Second, the Court granted Christine summary judgment on liability and damages for faithless servant, writing:
It can be easily concluded — in fact the conclusion is inescapable — that rather than simply negotiating to pay the Marital Trust a reasonable amount of money for ROHM back when he purchased the skilled nursing facilities in 2016 . . ., Bob developed a plan to form a new company, Hurlbut Health, pay himself excessive compensation (so as to not have to distribute any money to the Trust), terminate the employees so that as president of the nursing homes he could hire them, take over the pension plan, and then appropriate [ROHM’s] trademark.
What ROHM lost in profits or diminished valuation as a result of these acts will be decided by the trier of fact, but it is held here that the series of repeated actions taken by Bob to diminish ROHM’s value to nothing constituted a breach of Bob’s fiduciary duty as president of ROHM . . . regardless of the extent of the damages.
Thus, partial summary judgment is granted on the Fourth Cause of Action, and Bob is ordered to disgorge his compensation for the period 2017-2019.
The Amount of Disgorgement
From 2017 to 2019, Bob received a total of $1,694,073 in compensation as President / employee of ROHM. The Court ordered him to forfeit / repay it all to ROHM. But, as the Court noted, “since the disgorged compensation goes back equally to the shareholders of ROHM, he of course receives back one-half.” In other words, insofar as a plaintiff alleges faithless servant derivatively on behalf of a close business entity, the resulting judgment is payable to the entity for distribution among the owners pro rata.
Owen is a fine example of clever use of the faithless servant doctrine in business divorce litigation.
Practitioners should sit up and take notice of the doctrine’s utility.

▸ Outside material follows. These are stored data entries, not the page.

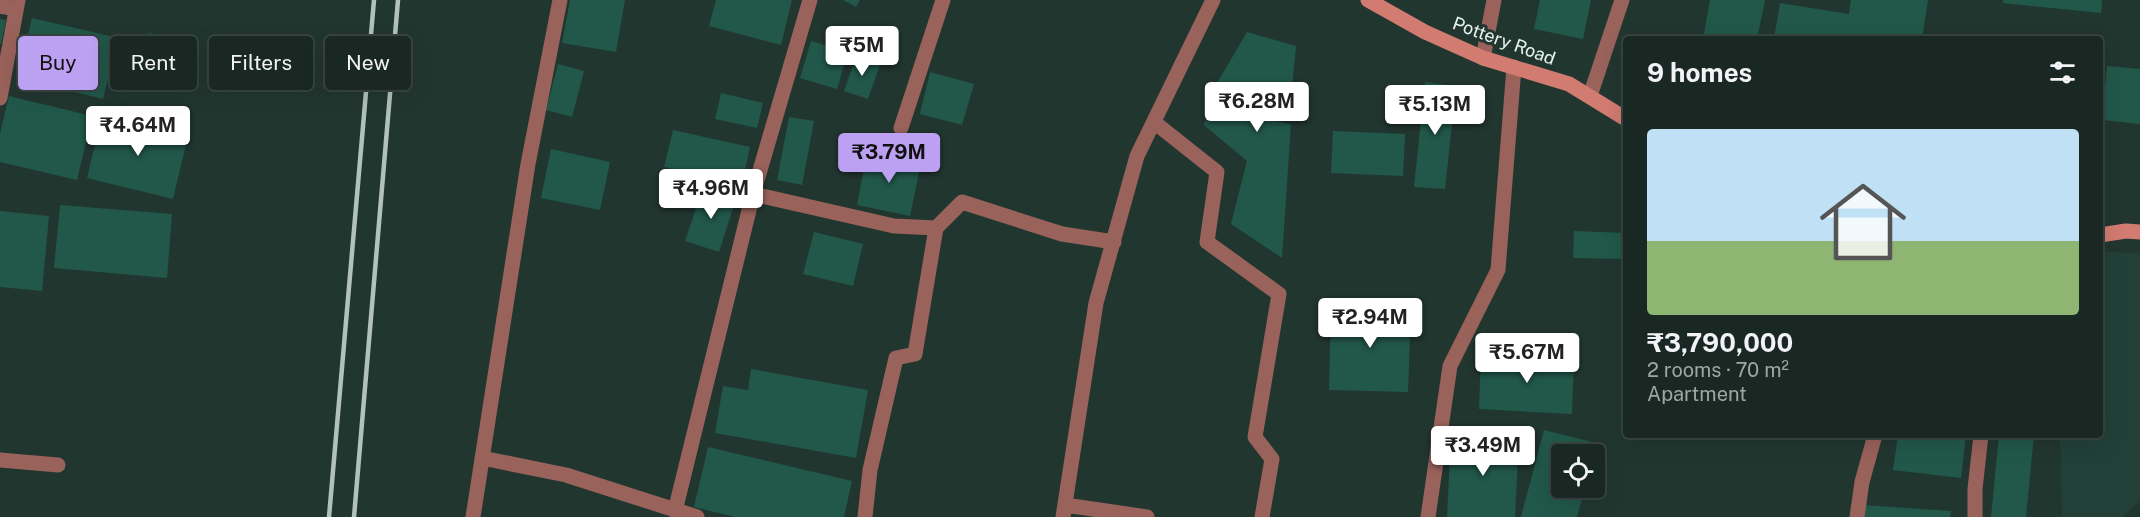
<!DOCTYPE html>
<meta charset="utf-8">
<style>
:root{--surface:#1a2824;--page:#23302c;--text:#f1f3f6;--muted:#9fa6a6;--line:#384441;--accent:#bca0f2}
body{margin:0;font-family:"Public Sans",sans-serif;background:var(--page);color:var(--text);height:100vh;display:flex;flex-direction:column;font-size:22px;white-space:nowrap}
*{box-sizing:border-box;margin:0}
p{font-size:20px;color:var(--muted)}
.icon{flex:none;width:33px;height:33px;fill:none;stroke:currentColor;stroke-width:2;stroke-linecap:round;stroke-linejoin:round}
.map{position:relative;flex:1;overflow:hidden}
.side{position:absolute;left:1623px;top:36px;width:480px;height:402px;display:flex;flex-direction:column;background:var(--surface);border-radius:6px;box-shadow:0 6px 24px #0002,0 0 0 2px var(--line)}
.side>*{flex:none}
.hud{position:absolute;left:18px;top:36px;width:570px;height:54px;display:flex;gap:12px}
.fabs{position:absolute;left:1551px;top:444px;display:grid;gap:12px}
.fabs a{display:grid;place-items:center;width:54px;height:54px;border-radius:6px;background:var(--surface);box-shadow:0 6px 24px #0002,0 0 0 2px var(--line);font-size:30px}
.price{position:absolute;translate:-50% -51px;padding:0 14px;border-radius:6px;background:#fff;color:#222;font-size:20px;line-height:39px;filter:drop-shadow(0 2px 3px #0008)}
.price::after{content:'';position:absolute;left:50%;top:36px;width:18px;height:14px;margin-left:-9px;background:inherit;clip-path:polygon(0 0,100% 0,50% 100%)}
.price.active{background:var(--accent);color:#111}
ul{padding:0;list-style:none}
li{display:grid;align-content:center;gap:12px;height:318px;padding:0 24px}
li+li{border-top:2px solid var(--line)}
li span{display:grid;place-items:center;height:186px;border-radius:6px;color:#555}
li>.icon{margin-inline-start:auto}
span .icon{width:108px;height:108px;fill:#fffc;stroke-width:1}
li b{font-size:26px}
h2{display:flex;justify-content:space-between;align-items:center;height:72px;padding:0 24px;font-size:26px}
.tag{padding:0 21px;border-radius:6px;background:var(--surface);box-shadow:0 6px 24px #0002,0 0 0 2px var(--line);font-size:21px;line-height:54px}
.tag.active{background:var(--accent);color:#111}
.map>svg:first-child{display:block}
.built{fill:#224038}
.building{fill:#21584a}
.lines{fill:none;stroke-linecap:round;stroke-linejoin:round}
.lane{stroke:#99625b;stroke-width:15}
.street{stroke:#99625b;stroke-width:15}
.secondary{stroke:#d27b71;stroke-width:15}
.rail{stroke:#b2c1bc;stroke-width:4.5}
.labels{text-anchor:middle;stroke-width:6;stroke-linejoin:round;paint-order:stroke}
.street-label{font-size:18px;fill:#e6f3ef;stroke:#223630}
</style>
<div class="map">
<svg width="2140" height="517" viewBox="0 0 2140 517">
<rect width="100%" height="100%" fill="#223630"/>
<path class="built" d="M2100,252l40,1v248l-18,16h-60l-2,-82h40z"/>
<path class="building" d="M570,0h55l-9,52 -54,-9z
M716,0h76l-11,45 -72,-19z
M843,0h17l-4,7z
M1540,0h51l-8,39 -49,-10z
M1710,0h55l-8,39h-54z
M1851,0h77l-6,39h-148l6,-36 69,11z
M2003,0h99l-1,13 -98,-10z
M32,18l86,20 -15,61 -85,-21z
M0,19l6,1 -5,24h-1z
M1247,32l49,14 -6,62 -14,-2 -1,15 16,3 -9,134 -51,-34 16,-63 -43,-36 9,-35z
M149,33l45,10 -9,38 -44,-10z
M811,41l37,11 -11,37 -37,-11z
M857,54l24,8 -13,37 -24,-8z
M558,64l26,7 -12,46 -26,-7z
M2107,66l33,3v55l-38,-4z
M930,72l44,12 -12,41 -42,-11z
M1425,82l31,4 -11,103 -31,-2z
M721,93l42,10 -6,25 -42,-9z
M9,96l83,20 -15,64 -77,-18v-28z
M102,116l86,20 -15,63 -86,-21z
M789,117l25,4 -12,64 -25,-5z
M673,130l77,17 -8,37 -78,-17z
M1333,131l72,3 -2,42 -72,-3z
M551,149l59,13 -10,48 -59,-12z
M867,152l54,11 -11,53 -53,-11z
M703,188l33,11 -17,53 -34,-11z
M60,205l112,9 -5,64 -113,-10z
M0,211l49,5 -7,75 -42,-4z
M1574,231l52,2v26l-53,-1z
M814,232l49,12 -10,42 -50,-12z
M1331,306l80,2 -3,84 -79,-2z
M1481,355l93,4 -2,55 -93,-5z
M751,369l117,21 -12,68 -141,-25 8,-47 25,4z
M1544,430l52,13 -3,11h-31v34h23l-8,29h-56z
M1451,435l68,3 -4,79h-68z
M1898,435h68l-5,43 -68,-8z
M1999,435h35l-8,82h-35z
M708,447l144,34 -8,36h-109l-41,-10z
M1862,505l89,6 -1,6h-88z"/>
<g class="lines">
<path class="lane" d="M1483,58l11,-58
M0,98l18,-98
M1154,122l63,50 -10,70 72,52 -24,143 17,22 -10,58
M901,128l42,-128
M753,194l141,32 42,2
M482,458l84,17 131,42
M0,460l58,5
M1065,505l82,12
M675,511l78,-317 57,-194
M473,517l55,-353 32,-164
M865,517l5,-47 26,-112 19,-4 21,-126 26,-26 100,32 52,8
M1063,517l33,-214 41,-147 76,-156
M1428,517l22,-151 48,-96 16,-203
M1975,517v-28l6,-54"/>
<path class="street" d="M0,6l16,3
M1590,96l32,-96
M1857,517l5,-35 13,-47"/>
<path class="secondary" d="M1368,0l57,32 58,26 86,26 57,35
M2100,235l26,-4 14,1"/>
<path class="rail" d="M329,517l45,-517
M354,517l44,-517"/>
</g>
<g class="labels">
<g class="street-label">
<text transform="translate(1504 41) rotate(20)" y="6">Pottery Road</text>
</g>
</g>
</svg>
<div class="fabs">
<a><svg class="icon" aria-label="locate" viewBox="0 0 24 24"><circle cx="12" cy="12" r="6"/><path d="M12 2v4M12 18v4M2 12h4M18 12h4"/></svg></a>
</div>
<b class="price" style="left:862px;top:77px">₹5M</b>
<b class="price" style="left:1257px;top:133px">₹6.28M</b>
<b class="price" style="left:1435px;top:136px">₹5.13M</b>
<b class="price" style="left:138px;top:157px">₹4.64M</b>
<b class="price active" style="left:889px;top:184px">₹3.79M</b>
<b class="price" style="left:711px;top:220px">₹4.96M</b>
<b class="price" style="left:1370px;top:349px">₹2.94M</b>
<b class="price" style="left:1527px;top:384px">₹5.67M</b>
<b class="price" style="left:1483px;top:477px">₹3.49M</b>
<div class="hud">
<a class="tag active">Buy</a>
<a class="tag">Rent</a>
<a class="tag">Filters</a>
<a class="tag">New</a>
</div>
<section class="side">
<h2>9 homes<svg class="icon" aria-label="filters" viewBox="0 0 24 24"><path d="M4 7h16M4 17h16"/><circle cx="9" cy="7" r="2"/><circle cx="15" cy="17" r="2"/></svg></h2>
<ul>
<li><span style="background:linear-gradient(#bfe0f5 60%,#8fb573 0)"><svg class="icon" aria-label="home" viewBox="0 0 24 24"><path d="M3 11l9-7 9 7M6 9v11h12V9"/></svg></span><div><b>₹3,790,000</b><p>2 rooms · 70 m²</p><p>Apartment</p></div></li>
</ul>
</section>
</div>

Where actual damages may be questionable, difficult to prove, negligible, or even non-existent, the faithless servant doctrine can provide a powerful alternative remedy to secure meaningful financial redress. Where successful, forfeitures under the faithless servant doctrine may be hefty, draconian even, as the defendant learned firsthand in Owen.
Owen provides direct support for the proposition that upon a strong showing, courts in business divorce litigation may award judgment as a matter of law on a claim of faithless servant.
Nonetheless, despite Owen, faithless servant forfeitures are relatively uncommon, particularly in business divorce cases. If in our blogging travels we come across another example of a successful faithless servant judgment in a business divorce case, we’ll be sure to write about it.